They were far and deep in the sky, blinking in and out of the darkness, but it was a sight that Sheila would consider the most beautiful thing in her life.

Then one got too close, it was too bright, and disappeared behind the tree line on the edge of her family’s farm, less then a mile away. Naturally, as all curious teenagers would do, Sheila snuck out, grabbed her big brother’s bike from the yard, and made her way to the woods to see the crash sight of the meteor.

It took fifteen minutes to get there, and another twenty to find the damn thing. By the time Sheila made it to the small crater, she was wet from evening dew and shivering in the autumn air.

It was worth it. In the center of the crater, still steaming slightly like in the movies, was the most gorgeous stone Sheila had ever seen. It was easily as big as her golden retriever, looking like an uncut but polished diamond.

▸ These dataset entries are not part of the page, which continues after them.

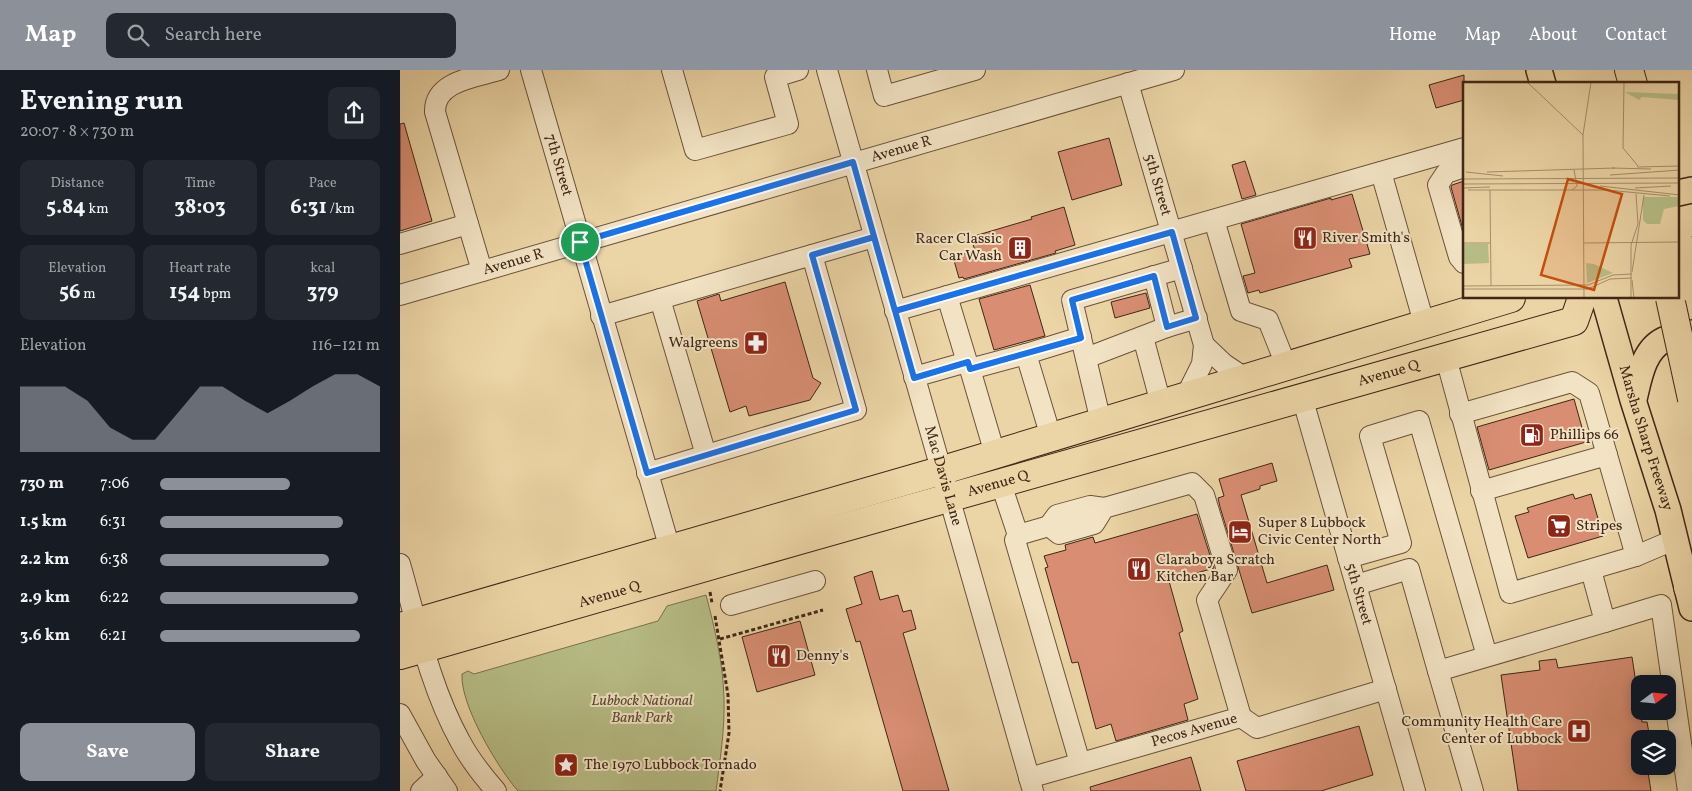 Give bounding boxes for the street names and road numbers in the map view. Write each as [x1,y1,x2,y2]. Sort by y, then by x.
street label: Avenue R [868,130,934,168]
street label: 7th Street [540,131,578,199]
street label: 5th Street [1139,151,1177,218]
street label: Avenue R [480,243,546,281]
street label: Avenue Q [1355,354,1423,392]
street label: Marsha Sharp Freeway [1613,363,1678,513]
street label: Mac Davis Lane [919,423,967,528]
street label: Avenue Q [965,465,1032,503]
street label: 5th Street [1340,560,1377,628]
street label: Avenue Q [576,576,644,614]
street label: Pecos Avenue [1149,708,1240,753]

She slid and stumbled into the crevice, staring unblinkingly at the stone as the moonlight shifted and played with its colors, making it glow eerily in the dim evening light.

Carefully, Sheila crawled through the dirt and upturned rocks towards the space object, then cautiously placed her hand on it.

The second her finger tip made contact with the meteor’s surface, she blinked.

Then woke up three days later in the middle of a crop circle in Mr. Mahashwarren’s corn field at 2 in the afternoon with the farmer himself leaning over her with an unimpressed expression on his weathered face.

“Girlie, you had a hell of a trip.” Was all he said before he left to call the Pennup’s down the road, leaving Sheila in the corn wondering what the ever-loving hell had just happened to her and why she didn’t feel tired at all.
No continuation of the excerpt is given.